Straight copy, no pictures: transcribe each entry as it stands.

▶ **Collected data**
# # #
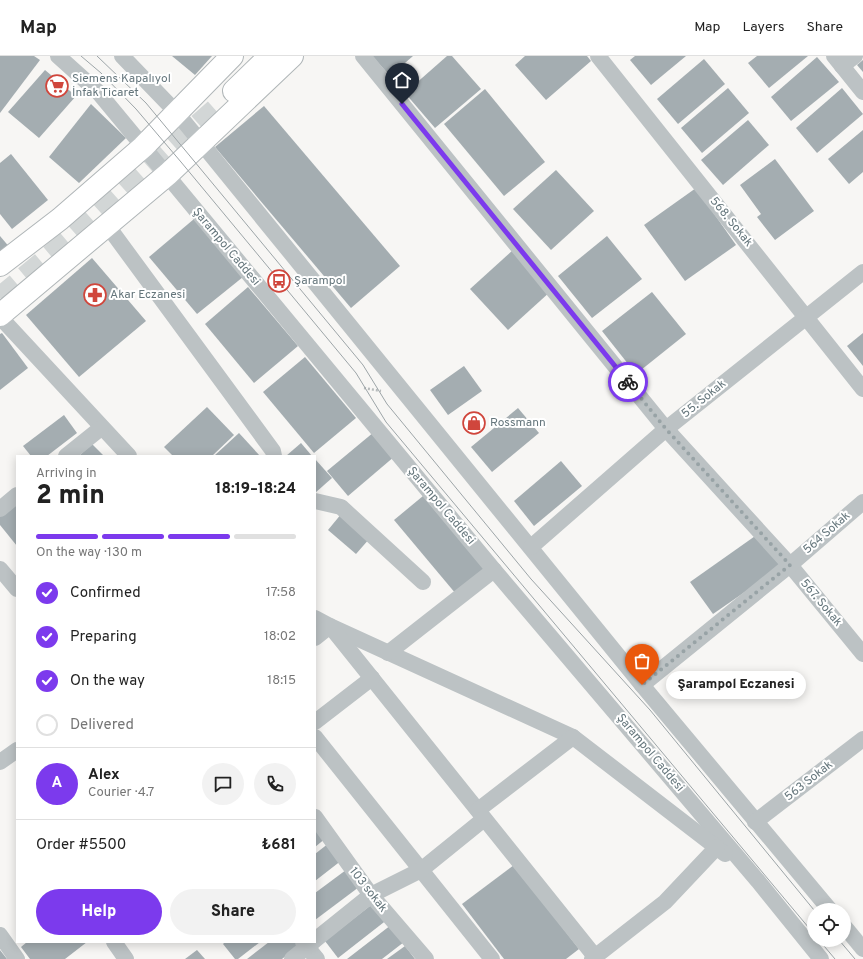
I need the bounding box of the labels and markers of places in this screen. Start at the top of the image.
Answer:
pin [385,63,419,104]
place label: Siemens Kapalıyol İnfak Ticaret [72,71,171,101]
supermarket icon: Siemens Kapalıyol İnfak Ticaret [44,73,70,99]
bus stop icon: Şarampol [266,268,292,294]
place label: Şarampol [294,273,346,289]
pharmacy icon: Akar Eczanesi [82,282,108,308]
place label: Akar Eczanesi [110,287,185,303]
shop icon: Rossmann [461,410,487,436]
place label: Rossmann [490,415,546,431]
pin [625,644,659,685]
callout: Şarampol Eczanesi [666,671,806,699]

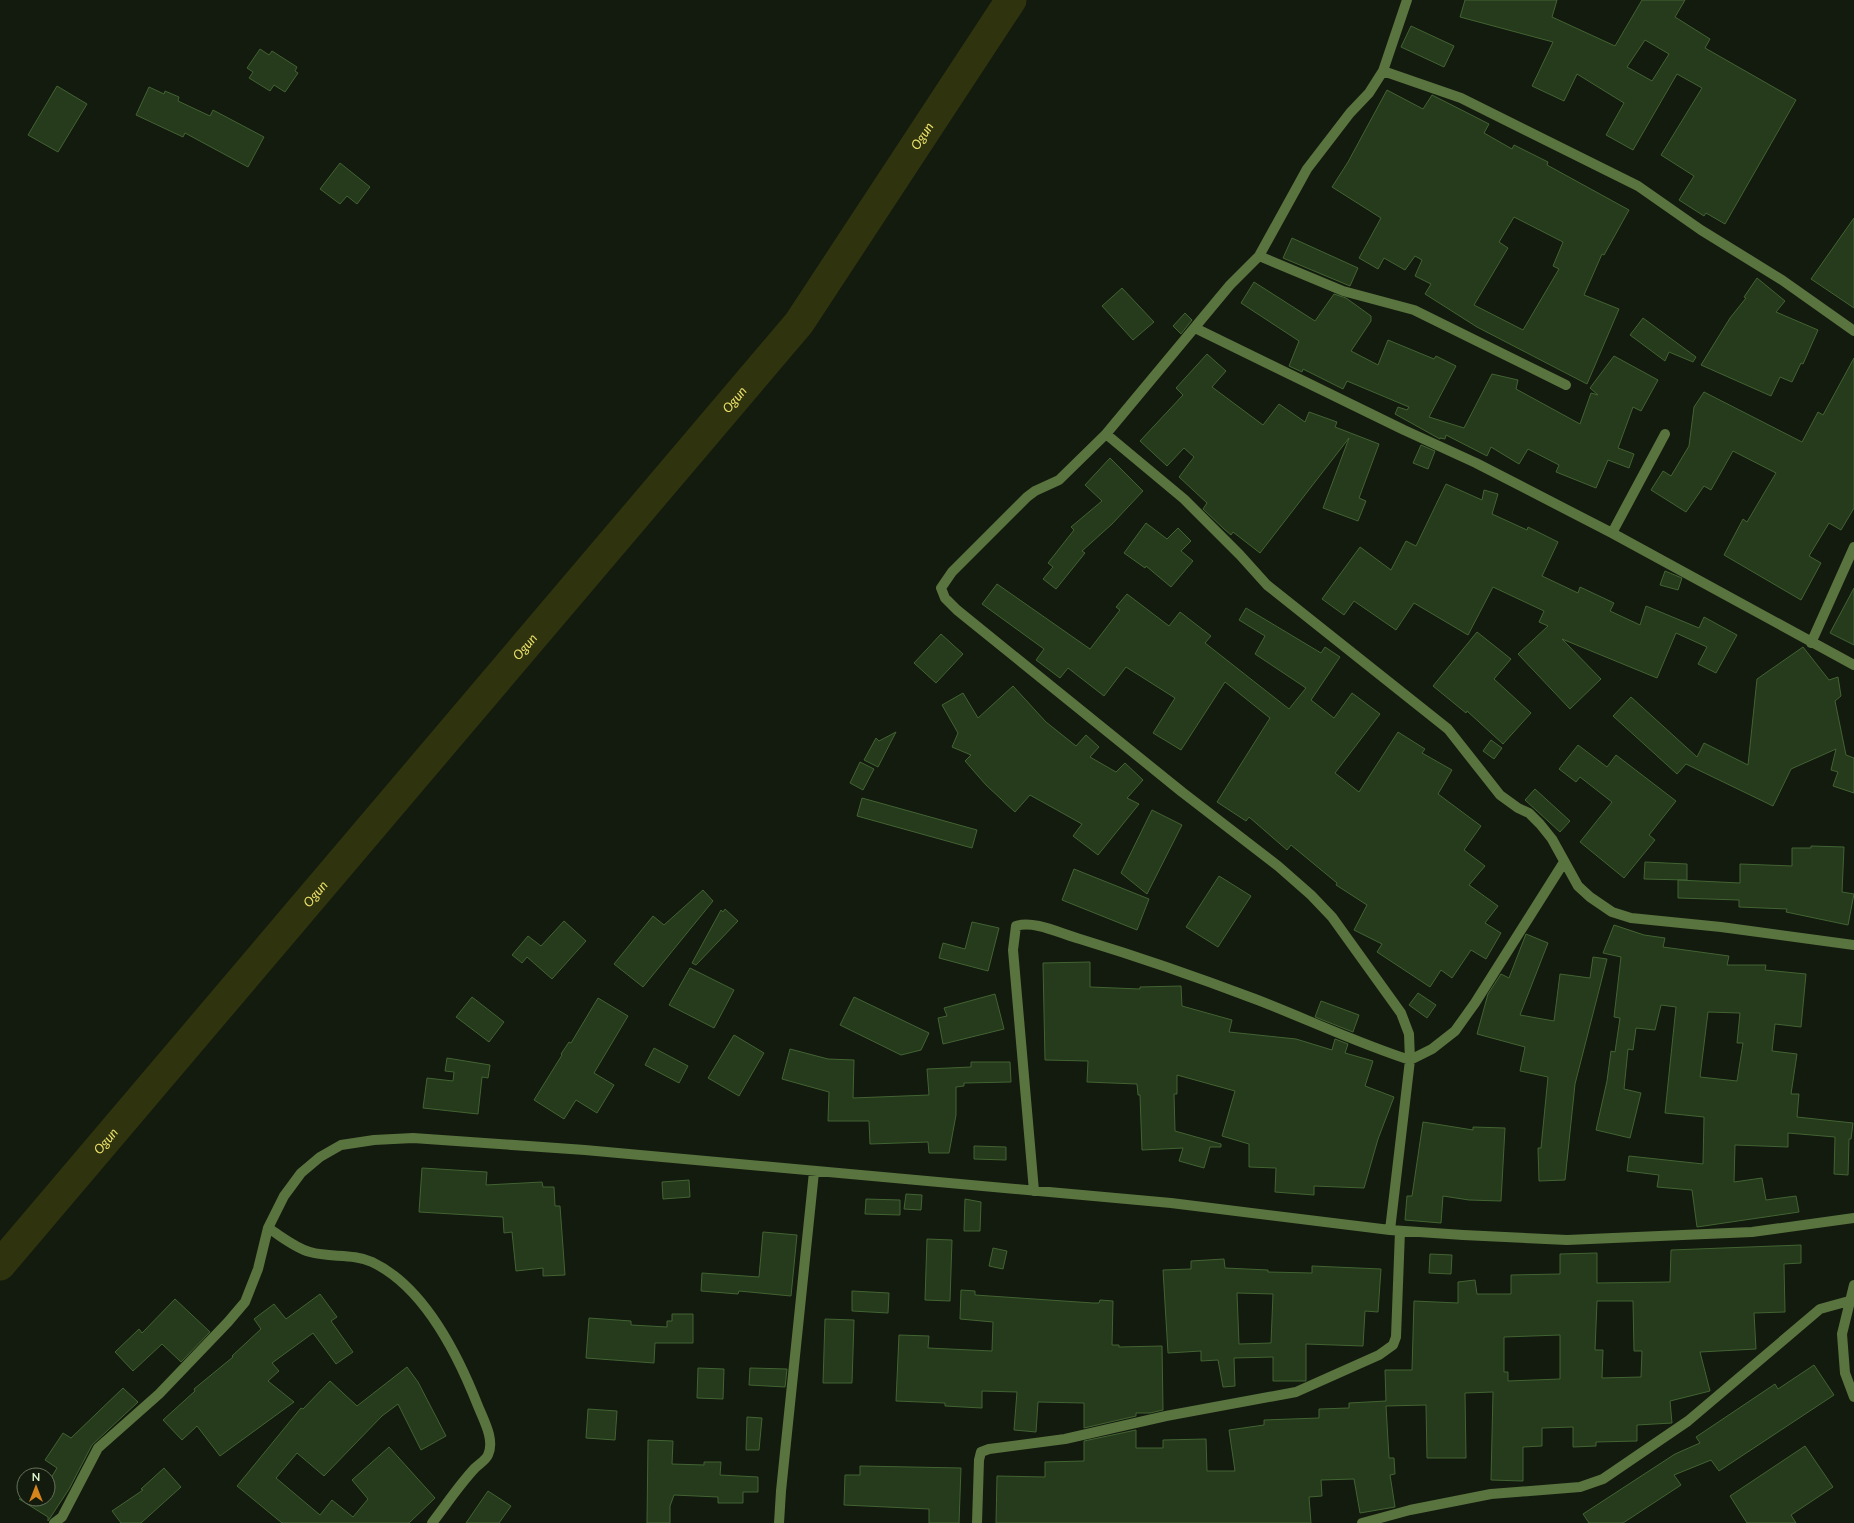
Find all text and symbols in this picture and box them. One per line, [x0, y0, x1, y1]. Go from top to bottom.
# # #
▶ **Your response**
I need the bounding box of the labels and markers of places in this screen. Start at the top of the image.
Answer:
pin [385,63,419,104]
place label: Siemens Kapalıyol İnfak Ticaret [72,71,171,101]
supermarket icon: Siemens Kapalıyol İnfak Ticaret [44,73,70,99]
bus stop icon: Şarampol [266,268,292,294]
place label: Şarampol [294,273,346,289]
pharmacy icon: Akar Eczanesi [82,282,108,308]
place label: Akar Eczanesi [110,287,185,303]
shop icon: Rossmann [461,410,487,436]
place label: Rossmann [490,415,546,431]
pin [625,644,659,685]
callout: Şarampol Eczanesi [666,671,806,699]

Find all text and symbols in this picture and box them. One per line, [x0, y0, x1, y1]. Go from top to bottom.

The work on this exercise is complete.